Coronavirus: GES orders suspension of public activities
Schools in Ghana have been ordered to suspend all public activities on the back of two confirmed cases of the deadly coronavirus in the country.
“All schools are to suspend all public activities such as speech and prize-giving days until further directives are given by the Director-General,” the Ghana Education Service announced Friday.
Two persons, a Ghanaian and Norwegian, who recently arrived in the country tested positive to the covid-19 pandemic which has infected over….and killed more than ….globally.
Health officials have since moved in to contain the spread of the virus by conducting contact tracing.
The Norwegian Embassy in Accra where one of the infected persons works, has since Friday shut down operations from its premises as all staff have been quarantined.
A statement from the GES Friday announcing precautionary measures said education materials on the coronavirus developed in collaboration with the Ghana Health Service have been deployed to all schools across the country.
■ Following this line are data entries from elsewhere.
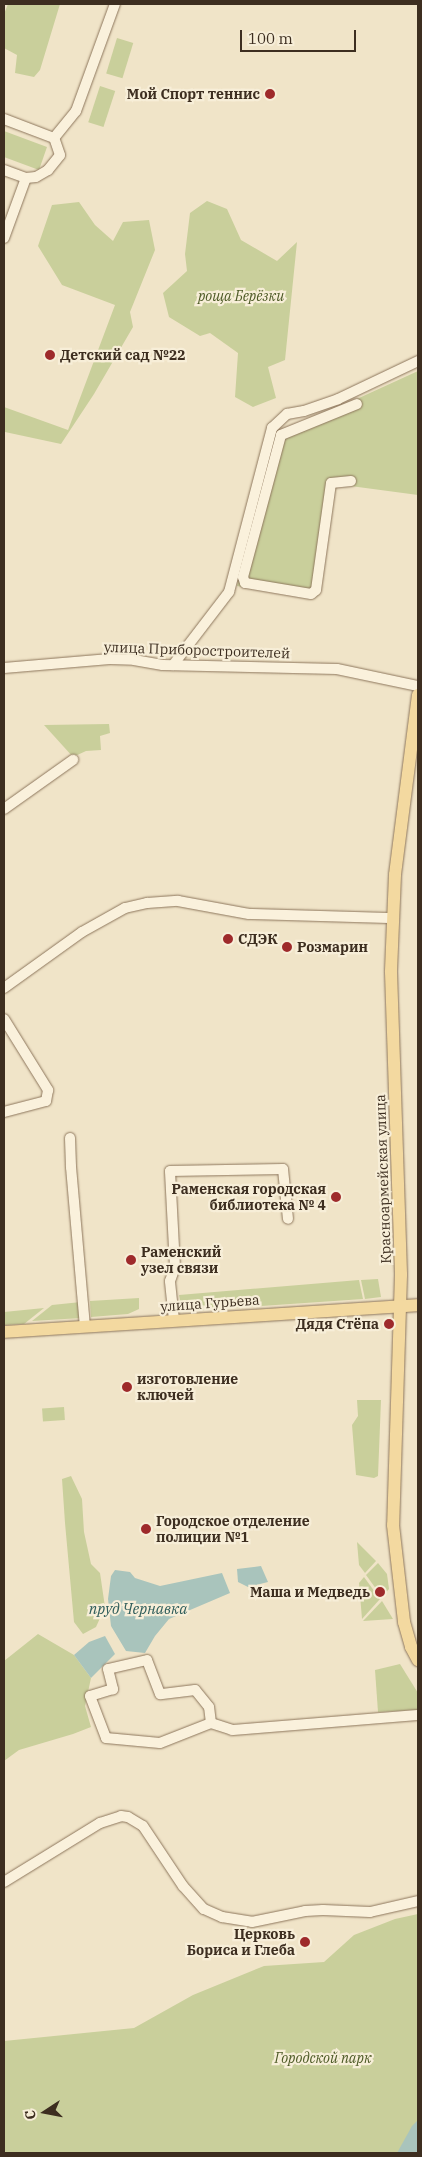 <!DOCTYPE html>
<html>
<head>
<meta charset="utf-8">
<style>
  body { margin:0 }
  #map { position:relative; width:422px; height:2157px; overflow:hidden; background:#f0e4c8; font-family:"IBM Plex Serif",serif }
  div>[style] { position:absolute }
  .green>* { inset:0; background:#c9cf9b; transform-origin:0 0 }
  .water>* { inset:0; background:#a9c4bc }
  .roads { filter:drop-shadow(0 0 1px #8d765c) drop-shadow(0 0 1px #8d765c) }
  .minor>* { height:10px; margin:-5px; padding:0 5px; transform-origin:5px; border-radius:5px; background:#faf1dc }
  .major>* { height:12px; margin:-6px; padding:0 6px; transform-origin:6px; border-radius:6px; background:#f3d9a0 }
  .dots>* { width:14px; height:14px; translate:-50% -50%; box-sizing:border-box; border:2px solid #f7eed8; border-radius:50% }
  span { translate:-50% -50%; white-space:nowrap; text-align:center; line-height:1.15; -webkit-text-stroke:4.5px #f7eed8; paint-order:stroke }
  .poi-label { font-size:14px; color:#3d2e20; font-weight:700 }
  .right { translate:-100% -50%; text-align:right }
  .left { translate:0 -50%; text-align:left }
  .park-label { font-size:14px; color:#4d5a26; font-style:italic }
  .street-label { font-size:14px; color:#3d2e20 }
  .water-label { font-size:15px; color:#2f5d5a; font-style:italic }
  .frame { position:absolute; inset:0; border:5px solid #3d2e20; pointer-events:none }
  .north { position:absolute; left:20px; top:2087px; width:50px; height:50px; -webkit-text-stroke:4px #f7eed8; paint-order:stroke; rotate:259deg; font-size:14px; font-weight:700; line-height:20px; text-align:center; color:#3d2e20 }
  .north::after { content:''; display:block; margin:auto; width:18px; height:22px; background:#3d2e20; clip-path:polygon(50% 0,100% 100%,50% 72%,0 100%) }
  .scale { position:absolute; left:240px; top:30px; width:116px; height:22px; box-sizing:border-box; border:2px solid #3d2e20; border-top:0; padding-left:6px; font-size:15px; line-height:18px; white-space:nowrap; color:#3d2e20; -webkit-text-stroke:4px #f7eed8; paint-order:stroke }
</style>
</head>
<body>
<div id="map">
  <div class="green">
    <div style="clip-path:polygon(8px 4px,60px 4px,40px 70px,34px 77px,15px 73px,17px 55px,4px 48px,4px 14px)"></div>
    <div style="left:117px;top:38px;width:17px;height:37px;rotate:17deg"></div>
    <div style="left:100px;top:86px;width:16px;height:38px;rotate:18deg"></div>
    <div style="clip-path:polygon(4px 131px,47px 147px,39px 170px,4px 157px)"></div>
    <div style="clip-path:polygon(207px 201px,227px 209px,241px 240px,277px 261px,297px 242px,285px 360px,268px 367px,276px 398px,253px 407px,235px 397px,238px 353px,210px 333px,200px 336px,169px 317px,163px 293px,187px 271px,185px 254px,190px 213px)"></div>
    <div style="clip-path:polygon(79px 202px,95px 225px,113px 241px,123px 222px,149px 220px,155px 250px,130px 312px,133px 327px,94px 394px,61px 444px,5px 432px,4px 436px,4px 407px,68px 430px,115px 305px,62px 285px,38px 246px,52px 205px)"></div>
    <div style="clip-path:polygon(418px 371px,418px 495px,343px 485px,337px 486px,334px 491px,319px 595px,313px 598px,237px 586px,276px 436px)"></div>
    <div style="clip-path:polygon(109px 724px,110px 733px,100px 736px,101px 750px,86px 751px,73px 757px,44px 725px)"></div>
    <div style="clip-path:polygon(378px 1279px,381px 1297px,365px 1299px,361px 1280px)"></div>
    <div style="clip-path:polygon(359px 1280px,363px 1299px,188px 1311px,181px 1305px,179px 1295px)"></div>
    <div style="clip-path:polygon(139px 1298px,139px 1309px,128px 1314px,91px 1317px,90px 1301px)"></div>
    <div style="clip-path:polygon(81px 1302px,81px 1318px,32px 1321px,52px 1305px)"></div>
    <div style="clip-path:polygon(44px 1308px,24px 1324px,4px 1325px,4px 1312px)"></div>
    <div style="clip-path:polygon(357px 1400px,381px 1400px,378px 1476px,374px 1478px,356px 1475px,352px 1425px,358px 1416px)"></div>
    <div style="left:64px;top:1407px;width:13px;height:22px;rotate:86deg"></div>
    <div style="clip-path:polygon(71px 1476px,82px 1499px,84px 1532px,91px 1564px,100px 1573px,105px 1607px,96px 1627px,83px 1634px,74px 1622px,65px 1523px,62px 1479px)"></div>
    <div style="clip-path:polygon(357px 1542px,376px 1561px,365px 1573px,359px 1565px)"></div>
    <div style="clip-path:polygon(378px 1563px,387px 1574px,389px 1589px,382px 1597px,366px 1575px)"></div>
    <div style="clip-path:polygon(364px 1577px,380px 1599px,362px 1619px,359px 1583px)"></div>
    <div style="clip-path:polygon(382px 1601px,393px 1619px,363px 1621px)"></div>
    <div style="clip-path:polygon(38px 1634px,74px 1655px,91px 1678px,85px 1706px,91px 1727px,73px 1734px,19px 1750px,4px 1761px,4px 1661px)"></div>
    <div style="clip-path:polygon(400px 1664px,418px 1693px,418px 1710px,378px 1712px,375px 1670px)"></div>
    <div style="clip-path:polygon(418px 1914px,418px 2153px,4px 2153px,4px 2041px,134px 2028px,193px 1995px,264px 1966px,324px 1962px,354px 1935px,395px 1919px)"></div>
  </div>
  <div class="water">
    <div style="clip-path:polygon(261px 1566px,268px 1582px,248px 1587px,238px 1582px,237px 1569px)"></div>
    <div style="clip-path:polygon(115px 1570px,130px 1572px,135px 1578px,160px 1586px,222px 1573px,230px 1593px,169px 1619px,155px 1636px,145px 1653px,126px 1651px,111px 1626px,108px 1599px,111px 1576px)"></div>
    <div style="clip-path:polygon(105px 1636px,115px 1654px,91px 1678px,74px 1655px,89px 1642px)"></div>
    <div style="clip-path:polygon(418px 2120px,418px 2153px,397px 2153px,412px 2126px)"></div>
  </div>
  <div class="roads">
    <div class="minor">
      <div style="left:4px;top:119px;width:53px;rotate:20.8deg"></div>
      <div style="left:54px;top:138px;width:35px;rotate:-51deg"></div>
      <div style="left:76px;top:111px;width:114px;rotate:-70deg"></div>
      <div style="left:4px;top:170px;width:23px;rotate:20deg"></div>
      <div style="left:26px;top:178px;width:10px;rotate:-6deg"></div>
      <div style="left:36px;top:177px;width:14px;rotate:-30deg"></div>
      <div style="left:48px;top:170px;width:19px;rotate:-51deg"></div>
      <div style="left:60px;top:155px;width:18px;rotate:-109deg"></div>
      <div style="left:4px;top:238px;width:64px;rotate:-69.9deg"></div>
      <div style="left:351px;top:481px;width:20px;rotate:174deg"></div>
      <div style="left:331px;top:483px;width:108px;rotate:98deg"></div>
      <div style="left:316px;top:590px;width:6px;rotate:141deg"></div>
      <div style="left:311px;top:594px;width:67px;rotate:-170.5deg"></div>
      <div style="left:245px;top:583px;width:6px;rotate:-108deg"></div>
      <div style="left:243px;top:577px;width:147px;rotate:-75deg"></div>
      <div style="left:281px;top:435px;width:82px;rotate:-22.2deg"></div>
      <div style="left:173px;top:665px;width:92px;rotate:-52.5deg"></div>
      <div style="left:229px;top:592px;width:170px;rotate:-75.3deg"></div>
      <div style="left:272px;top:428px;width:21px;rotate:-43deg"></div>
      <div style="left:287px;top:414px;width:17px;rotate:-10deg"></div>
      <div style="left:304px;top:411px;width:36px;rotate:-19deg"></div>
      <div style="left:338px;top:399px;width:89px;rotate:-25.4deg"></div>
      <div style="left:4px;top:668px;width:106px;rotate:-4.9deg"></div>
      <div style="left:110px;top:659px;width:24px;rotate:2deg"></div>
      <div style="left:134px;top:660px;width:29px;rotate:10deg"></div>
      <div style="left:163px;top:665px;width:174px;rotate:1.3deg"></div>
      <div style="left:337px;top:669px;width:83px;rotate:11.9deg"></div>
      <div style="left:4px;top:809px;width:85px;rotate:-35.4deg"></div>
      <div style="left:4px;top:988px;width:96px;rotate:-35.7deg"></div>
      <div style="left:82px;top:932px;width:49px;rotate:-29.2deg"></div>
      <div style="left:125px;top:908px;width:23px;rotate:-13deg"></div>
      <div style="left:147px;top:903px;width:31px;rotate:-4deg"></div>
      <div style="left:178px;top:901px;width:72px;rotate:10.4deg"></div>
      <div style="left:249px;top:914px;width:143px;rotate:1.6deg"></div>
      <div style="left:4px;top:1019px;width:84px;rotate:58.2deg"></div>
      <div style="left:48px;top:1090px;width:11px;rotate:100deg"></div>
      <div style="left:46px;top:1101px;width:43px;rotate:165.3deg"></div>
      <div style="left:70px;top:1138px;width:29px;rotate:88deg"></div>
      <div style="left:71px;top:1167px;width:160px;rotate:85deg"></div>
      <div style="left:174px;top:1320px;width:39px;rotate:-96deg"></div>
      <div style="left:170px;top:1281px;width:15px;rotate:-70deg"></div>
      <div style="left:175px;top:1267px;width:96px;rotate:-93deg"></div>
      <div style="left:170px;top:1171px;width:113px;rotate:-1deg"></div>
      <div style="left:283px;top:1169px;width:50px;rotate:84.3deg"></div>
      <div style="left:211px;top:1723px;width:16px;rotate:-97deg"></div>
      <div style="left:209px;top:1707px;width:22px;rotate:-129deg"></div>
      <div style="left:195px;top:1690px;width:35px;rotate:173deg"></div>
      <div style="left:160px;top:1694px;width:36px;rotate:-111deg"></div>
      <div style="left:147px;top:1660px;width:40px;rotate:167deg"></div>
      <div style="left:108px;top:1669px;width:21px;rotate:76deg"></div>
      <div style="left:113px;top:1689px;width:24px;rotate:163deg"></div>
      <div style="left:90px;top:1696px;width:45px;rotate:69.1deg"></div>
      <div style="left:106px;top:1738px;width:54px;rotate:5.3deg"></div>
      <div style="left:160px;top:1743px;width:55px;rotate:-21.4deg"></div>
      <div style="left:211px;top:1723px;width:22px;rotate:18deg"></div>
      <div style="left:232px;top:1730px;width:187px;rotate:-4.6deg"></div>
      <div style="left:4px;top:1882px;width:113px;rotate:-31.6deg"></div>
      <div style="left:100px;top:1823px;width:22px;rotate:-18deg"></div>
      <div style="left:121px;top:1816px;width:7px;rotate:8deg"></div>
      <div style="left:128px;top:1817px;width:17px;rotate:31deg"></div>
      <div style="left:143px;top:1826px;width:72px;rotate:56.3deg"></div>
      <div style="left:183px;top:1886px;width:31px;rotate:48deg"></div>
      <div style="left:204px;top:1909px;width:20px;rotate:24deg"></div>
      <div style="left:222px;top:1917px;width:30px;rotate:9deg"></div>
      <div style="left:252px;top:1922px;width:54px;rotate:-11.7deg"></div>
      <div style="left:305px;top:1911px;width:18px;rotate:-3deg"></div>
      <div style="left:323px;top:1910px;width:47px;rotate:2.4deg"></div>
      <div style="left:370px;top:1912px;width:49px;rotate:-12.9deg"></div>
    </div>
    <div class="major">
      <div style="left:418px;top:695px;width:181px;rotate:97.3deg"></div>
      <div style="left:395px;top:875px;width:97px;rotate:92.4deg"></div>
      <div style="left:391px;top:972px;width:303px;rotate:88.1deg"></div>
      <div style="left:401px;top:1275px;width:250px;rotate:91.8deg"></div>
      <div style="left:393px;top:1525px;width:98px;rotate:83.5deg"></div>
      <div style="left:404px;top:1622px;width:26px;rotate:74deg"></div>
      <div style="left:411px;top:1647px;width:15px;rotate:62deg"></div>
      <div style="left:4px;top:1332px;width:415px;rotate:-3.7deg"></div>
    </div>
  </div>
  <div class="dots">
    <div style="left:270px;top:94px;background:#9e2a2b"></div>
    <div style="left:50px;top:355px;background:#9e2a2b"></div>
    <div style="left:228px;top:939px;background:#9e2a2b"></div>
    <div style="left:287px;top:947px;background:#9e2a2b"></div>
    <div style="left:336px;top:1197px;background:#9e2a2b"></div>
    <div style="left:131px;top:1260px;background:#9e2a2b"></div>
    <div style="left:389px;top:1324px;background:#9e2a2b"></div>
    <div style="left:127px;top:1387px;background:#9e2a2b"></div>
    <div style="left:146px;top:1529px;background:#9e2a2b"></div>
    <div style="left:380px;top:1592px;background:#9e2a2b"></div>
    <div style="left:305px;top:1942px;background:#9e2a2b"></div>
  </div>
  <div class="poi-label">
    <span class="right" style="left:260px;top:94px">Мой Спорт теннис</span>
    <span class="left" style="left:60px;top:355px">Детский сад №22</span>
    <span class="left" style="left:238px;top:939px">СДЭК</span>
    <span class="left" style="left:297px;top:947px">Розмарин</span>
    <span class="right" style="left:326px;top:1197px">Раменская городская<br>библиотека № 4</span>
    <span class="left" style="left:141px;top:1260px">Раменский<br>узел связи</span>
    <span class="right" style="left:379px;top:1324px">Дядя Стёпа</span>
    <span class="left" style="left:137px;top:1387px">изготовление<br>ключей</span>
    <span class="left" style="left:156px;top:1529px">Городское отделение<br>полиции №1</span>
    <span class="right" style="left:370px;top:1592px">Маша и Медведь</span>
    <span class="right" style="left:295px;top:1942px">Церковь<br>Бориса и Глеба</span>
  </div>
  <div class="park-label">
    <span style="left:241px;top:296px">роща Берёзки</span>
    <span style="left:323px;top:2058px">Городской парк</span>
  </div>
  <div class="street-label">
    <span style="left:197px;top:650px;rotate:2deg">улица Приборостроителей</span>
    <span style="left:383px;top:1179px;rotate:-92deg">Красноармейская улица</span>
    <span style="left:210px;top:1303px;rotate:-4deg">улица Гурьева</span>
  </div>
  <div class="water-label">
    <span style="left:138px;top:1609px">пруд Чернавка</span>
  </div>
  <div class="frame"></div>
  <div class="north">С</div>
  <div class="scale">100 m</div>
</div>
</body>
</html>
“Regional and District Education Directors are to ensure that heads of schools make the materials readily available to staff and students. Educational Directors are also expected to liaise with their respective Regional and District Health Directors to ensure smooth education campaign in the schools,” the statement directed.
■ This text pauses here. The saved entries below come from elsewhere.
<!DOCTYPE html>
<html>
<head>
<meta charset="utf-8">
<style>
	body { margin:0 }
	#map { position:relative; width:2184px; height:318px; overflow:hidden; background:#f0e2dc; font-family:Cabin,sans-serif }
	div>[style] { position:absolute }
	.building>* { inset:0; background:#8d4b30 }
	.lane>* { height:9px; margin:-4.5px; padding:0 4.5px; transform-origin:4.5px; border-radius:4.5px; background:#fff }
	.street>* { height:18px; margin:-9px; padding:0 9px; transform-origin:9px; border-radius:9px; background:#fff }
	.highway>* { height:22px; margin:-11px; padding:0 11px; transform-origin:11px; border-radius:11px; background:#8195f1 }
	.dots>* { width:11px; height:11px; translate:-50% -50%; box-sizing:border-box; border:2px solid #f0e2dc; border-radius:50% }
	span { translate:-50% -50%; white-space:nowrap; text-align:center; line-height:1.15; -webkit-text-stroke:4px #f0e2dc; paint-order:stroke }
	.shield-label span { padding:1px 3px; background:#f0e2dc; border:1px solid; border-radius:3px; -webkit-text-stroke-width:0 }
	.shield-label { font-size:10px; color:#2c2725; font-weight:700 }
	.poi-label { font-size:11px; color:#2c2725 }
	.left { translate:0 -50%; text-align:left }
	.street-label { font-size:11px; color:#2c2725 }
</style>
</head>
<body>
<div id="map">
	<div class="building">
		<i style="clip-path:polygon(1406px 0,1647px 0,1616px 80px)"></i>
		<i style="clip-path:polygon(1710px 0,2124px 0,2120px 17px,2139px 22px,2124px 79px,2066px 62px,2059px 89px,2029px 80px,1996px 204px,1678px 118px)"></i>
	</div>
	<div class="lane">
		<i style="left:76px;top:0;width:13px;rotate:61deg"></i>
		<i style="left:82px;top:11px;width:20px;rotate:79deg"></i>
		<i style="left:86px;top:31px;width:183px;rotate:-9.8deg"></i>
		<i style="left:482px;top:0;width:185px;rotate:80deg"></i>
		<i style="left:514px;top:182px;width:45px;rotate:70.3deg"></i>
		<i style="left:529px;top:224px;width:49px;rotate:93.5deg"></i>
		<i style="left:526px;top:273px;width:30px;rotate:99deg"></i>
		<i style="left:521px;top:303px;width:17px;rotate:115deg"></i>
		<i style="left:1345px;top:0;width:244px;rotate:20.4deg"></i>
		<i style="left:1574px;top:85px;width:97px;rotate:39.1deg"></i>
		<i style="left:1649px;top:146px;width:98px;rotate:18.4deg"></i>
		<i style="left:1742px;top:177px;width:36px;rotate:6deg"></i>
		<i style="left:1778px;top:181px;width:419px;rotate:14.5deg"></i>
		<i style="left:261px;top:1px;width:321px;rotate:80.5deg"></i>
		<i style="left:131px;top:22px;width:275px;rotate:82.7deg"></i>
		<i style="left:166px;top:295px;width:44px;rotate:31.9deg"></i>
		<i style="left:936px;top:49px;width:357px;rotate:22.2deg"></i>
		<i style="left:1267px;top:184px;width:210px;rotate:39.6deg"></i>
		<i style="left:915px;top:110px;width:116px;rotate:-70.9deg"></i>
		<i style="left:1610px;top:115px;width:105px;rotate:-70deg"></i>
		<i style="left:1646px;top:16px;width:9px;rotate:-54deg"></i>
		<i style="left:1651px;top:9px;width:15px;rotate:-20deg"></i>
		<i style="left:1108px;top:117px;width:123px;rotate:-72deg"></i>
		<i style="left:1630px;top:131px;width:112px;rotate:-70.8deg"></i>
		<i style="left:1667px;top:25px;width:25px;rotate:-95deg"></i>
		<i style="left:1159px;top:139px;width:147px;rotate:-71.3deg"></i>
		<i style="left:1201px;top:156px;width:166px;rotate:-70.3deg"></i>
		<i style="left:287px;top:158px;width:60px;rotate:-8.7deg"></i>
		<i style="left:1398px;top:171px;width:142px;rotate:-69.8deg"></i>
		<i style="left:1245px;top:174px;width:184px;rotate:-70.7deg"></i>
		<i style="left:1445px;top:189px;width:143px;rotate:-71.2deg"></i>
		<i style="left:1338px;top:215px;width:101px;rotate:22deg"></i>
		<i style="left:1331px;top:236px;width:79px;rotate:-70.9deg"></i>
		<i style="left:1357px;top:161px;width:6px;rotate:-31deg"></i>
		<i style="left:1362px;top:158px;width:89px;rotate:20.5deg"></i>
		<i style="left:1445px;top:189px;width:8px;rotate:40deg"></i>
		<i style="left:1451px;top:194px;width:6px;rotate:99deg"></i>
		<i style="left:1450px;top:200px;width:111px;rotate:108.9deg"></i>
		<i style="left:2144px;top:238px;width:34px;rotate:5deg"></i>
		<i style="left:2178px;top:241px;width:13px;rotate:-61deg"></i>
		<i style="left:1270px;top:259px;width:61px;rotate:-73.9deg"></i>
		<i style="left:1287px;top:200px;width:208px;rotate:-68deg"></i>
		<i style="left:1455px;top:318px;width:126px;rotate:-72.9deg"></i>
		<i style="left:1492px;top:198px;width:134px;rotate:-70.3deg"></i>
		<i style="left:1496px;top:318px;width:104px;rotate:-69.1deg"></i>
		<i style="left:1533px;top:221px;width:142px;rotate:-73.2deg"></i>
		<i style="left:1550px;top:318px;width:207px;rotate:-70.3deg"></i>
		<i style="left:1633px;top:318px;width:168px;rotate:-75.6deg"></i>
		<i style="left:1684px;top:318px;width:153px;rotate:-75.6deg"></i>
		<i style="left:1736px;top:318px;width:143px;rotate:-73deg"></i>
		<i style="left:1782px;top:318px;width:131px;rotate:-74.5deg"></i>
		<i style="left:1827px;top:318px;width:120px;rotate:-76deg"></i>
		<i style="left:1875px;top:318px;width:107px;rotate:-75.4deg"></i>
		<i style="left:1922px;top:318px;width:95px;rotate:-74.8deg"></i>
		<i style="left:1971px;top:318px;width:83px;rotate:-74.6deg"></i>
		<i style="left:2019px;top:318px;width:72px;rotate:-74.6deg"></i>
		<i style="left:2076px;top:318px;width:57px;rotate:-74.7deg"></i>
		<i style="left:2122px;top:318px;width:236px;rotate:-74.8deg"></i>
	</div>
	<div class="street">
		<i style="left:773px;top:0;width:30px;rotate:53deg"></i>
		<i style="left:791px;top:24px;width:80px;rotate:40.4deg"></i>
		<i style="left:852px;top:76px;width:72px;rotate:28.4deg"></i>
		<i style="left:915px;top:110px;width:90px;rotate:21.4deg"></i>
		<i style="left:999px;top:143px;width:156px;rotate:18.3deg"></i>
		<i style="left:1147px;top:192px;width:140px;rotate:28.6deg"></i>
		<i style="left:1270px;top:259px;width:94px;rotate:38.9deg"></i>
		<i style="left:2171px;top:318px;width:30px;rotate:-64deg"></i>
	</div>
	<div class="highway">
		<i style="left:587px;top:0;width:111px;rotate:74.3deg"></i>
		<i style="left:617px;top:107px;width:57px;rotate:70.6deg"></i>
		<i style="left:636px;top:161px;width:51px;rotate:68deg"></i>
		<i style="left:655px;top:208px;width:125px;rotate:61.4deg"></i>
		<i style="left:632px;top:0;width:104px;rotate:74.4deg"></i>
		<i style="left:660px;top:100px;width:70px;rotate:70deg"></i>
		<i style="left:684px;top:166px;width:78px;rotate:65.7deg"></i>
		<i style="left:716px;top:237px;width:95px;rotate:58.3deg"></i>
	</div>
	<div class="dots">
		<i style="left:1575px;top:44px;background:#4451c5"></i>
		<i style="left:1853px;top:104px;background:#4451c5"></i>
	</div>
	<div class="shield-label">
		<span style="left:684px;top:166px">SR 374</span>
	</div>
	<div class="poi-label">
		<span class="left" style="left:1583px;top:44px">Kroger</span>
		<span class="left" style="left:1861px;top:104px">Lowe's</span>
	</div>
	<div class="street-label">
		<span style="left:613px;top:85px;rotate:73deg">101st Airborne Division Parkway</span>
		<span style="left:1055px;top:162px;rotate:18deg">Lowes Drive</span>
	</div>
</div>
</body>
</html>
Also, all schools have been asked to intensify education on hand washing with soap under running water.
“In the light of this, all schools are to be supported to provide ‘veronica buckets’ and ‘Tippy Taps’ and soaps made available to ensure that children wash their hands frequently,” another statement jointly issued by the GES and the Ghana Health Service directed.
A toll free number 199 has been introduced for schools to immediately report suspected case for a standby health teams to respond and take immediate action
It assured the general public measures being put in place to ensure that “our pupils, students and staff are informed and well protected from the disease”.